Data supplied →
========================================================================

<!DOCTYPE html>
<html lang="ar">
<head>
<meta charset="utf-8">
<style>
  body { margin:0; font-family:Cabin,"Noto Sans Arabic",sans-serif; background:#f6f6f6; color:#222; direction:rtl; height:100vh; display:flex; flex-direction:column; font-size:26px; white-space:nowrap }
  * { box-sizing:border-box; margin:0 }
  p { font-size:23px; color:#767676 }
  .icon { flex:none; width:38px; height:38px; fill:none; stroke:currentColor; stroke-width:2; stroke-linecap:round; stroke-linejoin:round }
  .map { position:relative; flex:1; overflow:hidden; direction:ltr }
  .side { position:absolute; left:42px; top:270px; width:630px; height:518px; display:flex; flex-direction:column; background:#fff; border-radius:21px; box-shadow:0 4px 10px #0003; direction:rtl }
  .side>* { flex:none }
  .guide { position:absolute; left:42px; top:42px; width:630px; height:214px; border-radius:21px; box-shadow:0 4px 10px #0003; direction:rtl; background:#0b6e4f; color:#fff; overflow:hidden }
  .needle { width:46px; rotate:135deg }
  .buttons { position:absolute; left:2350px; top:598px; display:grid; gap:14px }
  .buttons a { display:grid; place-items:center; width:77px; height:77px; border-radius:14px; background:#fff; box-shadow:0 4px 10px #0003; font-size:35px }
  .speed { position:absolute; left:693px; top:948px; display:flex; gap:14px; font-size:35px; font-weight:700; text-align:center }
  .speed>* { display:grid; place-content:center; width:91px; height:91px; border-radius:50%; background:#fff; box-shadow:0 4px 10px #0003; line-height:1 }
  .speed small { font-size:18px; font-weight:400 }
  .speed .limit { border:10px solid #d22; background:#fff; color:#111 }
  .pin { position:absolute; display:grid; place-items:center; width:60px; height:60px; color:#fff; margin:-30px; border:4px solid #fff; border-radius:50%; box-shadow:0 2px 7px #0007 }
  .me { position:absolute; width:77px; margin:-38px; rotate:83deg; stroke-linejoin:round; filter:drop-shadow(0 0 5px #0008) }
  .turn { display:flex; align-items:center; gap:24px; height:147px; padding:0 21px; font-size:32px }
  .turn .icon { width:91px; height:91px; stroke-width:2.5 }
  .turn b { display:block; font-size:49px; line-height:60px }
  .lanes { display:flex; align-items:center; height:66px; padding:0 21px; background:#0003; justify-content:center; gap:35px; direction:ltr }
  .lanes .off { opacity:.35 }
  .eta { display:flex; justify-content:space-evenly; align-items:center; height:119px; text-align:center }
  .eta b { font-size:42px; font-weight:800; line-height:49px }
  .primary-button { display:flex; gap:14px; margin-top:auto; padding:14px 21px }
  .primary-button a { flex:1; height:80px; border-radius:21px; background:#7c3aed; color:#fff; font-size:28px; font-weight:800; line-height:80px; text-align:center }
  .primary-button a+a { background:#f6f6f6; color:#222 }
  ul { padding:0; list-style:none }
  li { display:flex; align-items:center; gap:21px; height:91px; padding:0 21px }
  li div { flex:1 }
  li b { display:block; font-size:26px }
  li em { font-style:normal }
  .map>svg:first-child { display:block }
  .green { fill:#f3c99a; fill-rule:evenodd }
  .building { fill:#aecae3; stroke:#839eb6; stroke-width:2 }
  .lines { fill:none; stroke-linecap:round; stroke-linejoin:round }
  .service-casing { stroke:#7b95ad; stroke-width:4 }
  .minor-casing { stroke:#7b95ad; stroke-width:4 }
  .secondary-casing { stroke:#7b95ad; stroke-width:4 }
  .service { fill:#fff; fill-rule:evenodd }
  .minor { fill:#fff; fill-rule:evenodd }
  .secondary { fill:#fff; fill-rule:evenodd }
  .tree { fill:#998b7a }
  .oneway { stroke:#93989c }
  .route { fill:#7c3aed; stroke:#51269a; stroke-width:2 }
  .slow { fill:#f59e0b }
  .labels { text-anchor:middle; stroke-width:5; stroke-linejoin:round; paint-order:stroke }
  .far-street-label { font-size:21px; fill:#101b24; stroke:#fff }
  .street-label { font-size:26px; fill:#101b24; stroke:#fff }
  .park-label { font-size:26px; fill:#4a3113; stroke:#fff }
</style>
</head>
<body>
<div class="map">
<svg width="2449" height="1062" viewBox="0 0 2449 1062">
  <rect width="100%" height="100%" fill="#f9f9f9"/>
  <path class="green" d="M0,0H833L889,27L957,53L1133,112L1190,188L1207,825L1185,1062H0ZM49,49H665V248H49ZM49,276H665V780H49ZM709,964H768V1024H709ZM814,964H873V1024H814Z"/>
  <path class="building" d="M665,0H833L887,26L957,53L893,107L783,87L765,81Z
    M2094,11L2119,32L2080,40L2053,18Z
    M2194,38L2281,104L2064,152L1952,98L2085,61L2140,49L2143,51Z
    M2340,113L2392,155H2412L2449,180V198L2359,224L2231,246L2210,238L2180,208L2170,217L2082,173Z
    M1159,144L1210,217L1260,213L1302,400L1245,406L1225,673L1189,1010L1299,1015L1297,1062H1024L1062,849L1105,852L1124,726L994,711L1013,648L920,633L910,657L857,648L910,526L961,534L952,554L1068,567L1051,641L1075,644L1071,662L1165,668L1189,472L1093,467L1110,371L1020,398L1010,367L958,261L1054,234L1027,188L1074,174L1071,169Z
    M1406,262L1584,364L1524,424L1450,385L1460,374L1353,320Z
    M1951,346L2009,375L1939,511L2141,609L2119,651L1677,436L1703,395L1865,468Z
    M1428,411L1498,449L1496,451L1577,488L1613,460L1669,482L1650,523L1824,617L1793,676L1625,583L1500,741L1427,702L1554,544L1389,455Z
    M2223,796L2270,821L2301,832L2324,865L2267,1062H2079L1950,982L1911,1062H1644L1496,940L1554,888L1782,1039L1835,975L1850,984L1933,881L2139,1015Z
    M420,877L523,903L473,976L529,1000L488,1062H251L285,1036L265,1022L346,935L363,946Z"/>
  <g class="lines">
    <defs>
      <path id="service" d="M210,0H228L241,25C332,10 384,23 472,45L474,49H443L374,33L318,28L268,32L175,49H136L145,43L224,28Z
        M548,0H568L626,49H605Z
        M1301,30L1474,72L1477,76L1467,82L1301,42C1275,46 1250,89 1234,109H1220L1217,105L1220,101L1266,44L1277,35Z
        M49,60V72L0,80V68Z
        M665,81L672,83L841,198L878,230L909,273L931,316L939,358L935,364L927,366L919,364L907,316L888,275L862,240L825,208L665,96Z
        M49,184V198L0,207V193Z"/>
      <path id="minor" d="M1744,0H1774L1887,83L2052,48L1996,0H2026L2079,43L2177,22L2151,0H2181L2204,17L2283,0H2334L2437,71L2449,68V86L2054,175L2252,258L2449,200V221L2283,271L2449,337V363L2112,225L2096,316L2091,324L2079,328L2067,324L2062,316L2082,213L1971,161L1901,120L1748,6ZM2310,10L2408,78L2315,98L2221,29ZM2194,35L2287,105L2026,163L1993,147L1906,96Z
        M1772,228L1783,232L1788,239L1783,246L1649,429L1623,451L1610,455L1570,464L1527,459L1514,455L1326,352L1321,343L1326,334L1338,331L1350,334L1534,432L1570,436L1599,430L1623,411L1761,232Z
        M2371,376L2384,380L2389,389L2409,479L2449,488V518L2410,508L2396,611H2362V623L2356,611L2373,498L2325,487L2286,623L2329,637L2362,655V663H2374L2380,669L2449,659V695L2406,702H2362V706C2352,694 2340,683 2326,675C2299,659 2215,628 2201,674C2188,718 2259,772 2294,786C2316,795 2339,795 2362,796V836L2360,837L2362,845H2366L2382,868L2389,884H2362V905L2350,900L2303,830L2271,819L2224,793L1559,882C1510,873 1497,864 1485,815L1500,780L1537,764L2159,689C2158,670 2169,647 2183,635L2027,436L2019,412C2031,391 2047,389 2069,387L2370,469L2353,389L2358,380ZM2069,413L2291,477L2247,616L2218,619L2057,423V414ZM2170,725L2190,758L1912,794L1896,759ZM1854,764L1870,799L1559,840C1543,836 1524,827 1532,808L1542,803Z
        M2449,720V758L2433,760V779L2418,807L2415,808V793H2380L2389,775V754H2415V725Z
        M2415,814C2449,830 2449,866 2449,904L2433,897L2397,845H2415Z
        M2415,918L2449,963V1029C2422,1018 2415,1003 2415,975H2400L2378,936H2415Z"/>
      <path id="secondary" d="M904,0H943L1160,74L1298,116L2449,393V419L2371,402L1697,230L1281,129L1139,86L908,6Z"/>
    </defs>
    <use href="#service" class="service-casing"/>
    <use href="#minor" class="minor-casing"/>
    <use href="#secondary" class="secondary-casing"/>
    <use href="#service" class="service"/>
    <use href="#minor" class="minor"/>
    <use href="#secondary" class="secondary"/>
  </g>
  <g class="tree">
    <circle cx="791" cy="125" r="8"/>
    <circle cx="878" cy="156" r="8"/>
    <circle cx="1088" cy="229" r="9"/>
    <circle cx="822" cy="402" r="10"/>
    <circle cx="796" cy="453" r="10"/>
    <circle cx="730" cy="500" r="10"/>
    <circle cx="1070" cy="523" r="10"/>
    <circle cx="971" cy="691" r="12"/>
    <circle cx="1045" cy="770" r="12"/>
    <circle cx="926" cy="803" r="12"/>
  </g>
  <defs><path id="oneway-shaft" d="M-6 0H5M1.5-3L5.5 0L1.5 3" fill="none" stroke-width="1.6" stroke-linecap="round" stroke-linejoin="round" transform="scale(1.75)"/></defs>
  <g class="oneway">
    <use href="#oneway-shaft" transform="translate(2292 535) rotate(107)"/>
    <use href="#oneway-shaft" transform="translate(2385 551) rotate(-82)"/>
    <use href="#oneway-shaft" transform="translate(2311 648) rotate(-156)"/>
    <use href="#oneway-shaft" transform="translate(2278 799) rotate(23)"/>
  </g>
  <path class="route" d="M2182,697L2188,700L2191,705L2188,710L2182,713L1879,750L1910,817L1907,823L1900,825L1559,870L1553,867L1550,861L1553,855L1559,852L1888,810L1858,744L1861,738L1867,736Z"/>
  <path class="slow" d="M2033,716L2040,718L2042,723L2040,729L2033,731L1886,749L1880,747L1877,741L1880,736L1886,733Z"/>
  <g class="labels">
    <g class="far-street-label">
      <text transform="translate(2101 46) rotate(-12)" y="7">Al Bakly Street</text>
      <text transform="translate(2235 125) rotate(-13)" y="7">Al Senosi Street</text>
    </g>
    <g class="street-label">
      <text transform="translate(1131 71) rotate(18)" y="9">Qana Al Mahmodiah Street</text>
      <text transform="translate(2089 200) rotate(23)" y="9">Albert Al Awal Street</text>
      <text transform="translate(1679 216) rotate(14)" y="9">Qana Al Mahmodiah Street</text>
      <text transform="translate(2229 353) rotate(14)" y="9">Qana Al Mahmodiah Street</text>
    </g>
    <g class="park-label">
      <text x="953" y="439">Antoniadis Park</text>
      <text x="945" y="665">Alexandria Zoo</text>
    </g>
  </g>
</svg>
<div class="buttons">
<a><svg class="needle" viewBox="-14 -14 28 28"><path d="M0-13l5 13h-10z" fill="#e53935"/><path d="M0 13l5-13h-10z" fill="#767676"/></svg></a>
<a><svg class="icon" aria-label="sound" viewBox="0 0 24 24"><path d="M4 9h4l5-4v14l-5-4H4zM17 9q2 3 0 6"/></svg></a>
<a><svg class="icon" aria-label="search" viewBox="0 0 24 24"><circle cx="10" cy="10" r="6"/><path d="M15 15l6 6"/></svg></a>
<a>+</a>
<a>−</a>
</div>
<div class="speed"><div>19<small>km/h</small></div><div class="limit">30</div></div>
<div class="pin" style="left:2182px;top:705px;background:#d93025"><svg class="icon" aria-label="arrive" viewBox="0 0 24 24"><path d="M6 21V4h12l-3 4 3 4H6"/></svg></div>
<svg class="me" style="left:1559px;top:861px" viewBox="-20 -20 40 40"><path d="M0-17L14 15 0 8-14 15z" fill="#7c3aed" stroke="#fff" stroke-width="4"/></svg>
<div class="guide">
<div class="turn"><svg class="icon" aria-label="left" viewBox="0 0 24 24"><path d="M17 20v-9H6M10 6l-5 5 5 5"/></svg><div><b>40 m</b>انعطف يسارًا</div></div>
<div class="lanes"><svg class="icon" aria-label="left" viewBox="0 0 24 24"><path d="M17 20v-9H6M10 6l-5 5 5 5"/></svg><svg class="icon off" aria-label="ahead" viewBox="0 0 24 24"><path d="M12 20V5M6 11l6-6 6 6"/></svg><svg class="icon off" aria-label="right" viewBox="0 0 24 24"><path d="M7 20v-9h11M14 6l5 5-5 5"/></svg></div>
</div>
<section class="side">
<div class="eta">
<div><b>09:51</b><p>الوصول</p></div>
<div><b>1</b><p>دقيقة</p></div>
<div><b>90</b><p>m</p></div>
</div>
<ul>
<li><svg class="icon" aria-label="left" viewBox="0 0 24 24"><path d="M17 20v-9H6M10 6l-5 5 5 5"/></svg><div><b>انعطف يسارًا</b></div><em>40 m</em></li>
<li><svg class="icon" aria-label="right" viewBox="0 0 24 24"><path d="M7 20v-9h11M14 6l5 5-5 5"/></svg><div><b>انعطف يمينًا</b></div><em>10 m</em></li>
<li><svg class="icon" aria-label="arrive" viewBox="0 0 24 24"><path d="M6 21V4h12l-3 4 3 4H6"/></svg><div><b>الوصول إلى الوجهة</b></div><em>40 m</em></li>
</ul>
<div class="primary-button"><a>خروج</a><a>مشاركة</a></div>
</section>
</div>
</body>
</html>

========================================================================

Prompt → Return, word for word, every line from the top of the entries down to the line that holds "flex:none; width:38px; height:38px;", both included.

Expected answer →
<!DOCTYPE html>
<html lang="ar">
<head>
<meta charset="utf-8">
<style>
  body { margin:0; font-family:Cabin,"Noto Sans Arabic",sans-serif; background:#f6f6f6; color:#222; direction:rtl; height:100vh; display:flex; flex-direction:column; font-size:26px; white-space:nowrap }
  * { box-sizing:border-box; margin:0 }
  p { font-size:23px; color:#767676 }
  .icon { flex:none; width:38px; height:38px; fill:none; stroke:currentColor; stroke-width:2; stroke-linecap:round; stroke-linejoin:round }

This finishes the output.